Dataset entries
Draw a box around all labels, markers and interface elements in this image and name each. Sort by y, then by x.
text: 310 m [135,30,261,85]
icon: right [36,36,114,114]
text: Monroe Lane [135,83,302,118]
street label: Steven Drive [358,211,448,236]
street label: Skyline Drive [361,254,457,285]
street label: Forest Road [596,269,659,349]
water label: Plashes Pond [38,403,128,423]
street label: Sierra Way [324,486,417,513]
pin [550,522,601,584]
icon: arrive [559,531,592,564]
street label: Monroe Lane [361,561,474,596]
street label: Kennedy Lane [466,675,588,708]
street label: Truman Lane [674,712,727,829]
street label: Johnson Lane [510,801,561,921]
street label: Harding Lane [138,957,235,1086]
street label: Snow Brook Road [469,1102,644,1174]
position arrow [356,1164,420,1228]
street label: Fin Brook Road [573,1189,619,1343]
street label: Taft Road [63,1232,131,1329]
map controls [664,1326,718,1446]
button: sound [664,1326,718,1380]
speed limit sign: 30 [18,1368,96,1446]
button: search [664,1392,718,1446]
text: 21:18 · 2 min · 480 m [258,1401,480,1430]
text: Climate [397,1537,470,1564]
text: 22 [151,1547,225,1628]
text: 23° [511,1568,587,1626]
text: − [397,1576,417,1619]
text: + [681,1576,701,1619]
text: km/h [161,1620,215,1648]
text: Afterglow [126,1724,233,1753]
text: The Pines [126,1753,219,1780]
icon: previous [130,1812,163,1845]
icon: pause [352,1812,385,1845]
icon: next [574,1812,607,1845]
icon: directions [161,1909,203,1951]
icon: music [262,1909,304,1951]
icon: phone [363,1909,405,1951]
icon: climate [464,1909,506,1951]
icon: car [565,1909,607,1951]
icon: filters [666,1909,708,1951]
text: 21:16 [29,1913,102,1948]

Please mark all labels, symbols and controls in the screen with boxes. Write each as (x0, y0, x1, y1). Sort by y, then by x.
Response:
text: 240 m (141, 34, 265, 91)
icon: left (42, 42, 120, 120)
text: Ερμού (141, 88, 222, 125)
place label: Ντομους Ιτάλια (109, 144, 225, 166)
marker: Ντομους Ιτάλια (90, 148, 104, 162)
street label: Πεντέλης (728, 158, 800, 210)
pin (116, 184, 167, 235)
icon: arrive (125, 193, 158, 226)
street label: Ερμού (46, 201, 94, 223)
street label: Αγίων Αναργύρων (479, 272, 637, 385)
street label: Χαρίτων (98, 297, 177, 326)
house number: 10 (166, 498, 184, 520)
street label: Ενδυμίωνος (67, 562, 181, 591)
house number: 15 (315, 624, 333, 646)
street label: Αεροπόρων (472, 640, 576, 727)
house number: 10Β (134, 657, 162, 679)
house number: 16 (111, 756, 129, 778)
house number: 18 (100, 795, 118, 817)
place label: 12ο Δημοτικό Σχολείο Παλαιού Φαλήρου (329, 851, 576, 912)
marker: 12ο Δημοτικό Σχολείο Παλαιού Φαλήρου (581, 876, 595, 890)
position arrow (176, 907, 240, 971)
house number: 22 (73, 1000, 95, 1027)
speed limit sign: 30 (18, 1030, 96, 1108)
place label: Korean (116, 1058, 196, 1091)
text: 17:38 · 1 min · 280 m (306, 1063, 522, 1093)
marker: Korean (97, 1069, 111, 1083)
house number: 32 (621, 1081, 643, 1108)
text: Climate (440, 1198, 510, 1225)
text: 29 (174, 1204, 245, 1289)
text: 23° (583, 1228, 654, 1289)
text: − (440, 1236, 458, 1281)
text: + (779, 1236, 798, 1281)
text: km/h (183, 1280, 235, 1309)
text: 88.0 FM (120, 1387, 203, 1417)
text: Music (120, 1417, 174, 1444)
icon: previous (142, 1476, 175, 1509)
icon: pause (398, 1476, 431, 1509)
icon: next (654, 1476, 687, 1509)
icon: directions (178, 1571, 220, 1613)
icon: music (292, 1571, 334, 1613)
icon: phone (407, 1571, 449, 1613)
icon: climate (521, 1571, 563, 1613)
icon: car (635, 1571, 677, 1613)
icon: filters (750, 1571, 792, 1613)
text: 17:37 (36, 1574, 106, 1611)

The problem
Going through the data above, return each line with the word "labels".

Answer section
Draw a box around all labels, markers and interface elements in this image and name each. Sort by y, then by x.
Please mark all labels, symbols and controls in the screen with boxes. Write each as (x0, y0, x1, y1). Sort by y, then by x.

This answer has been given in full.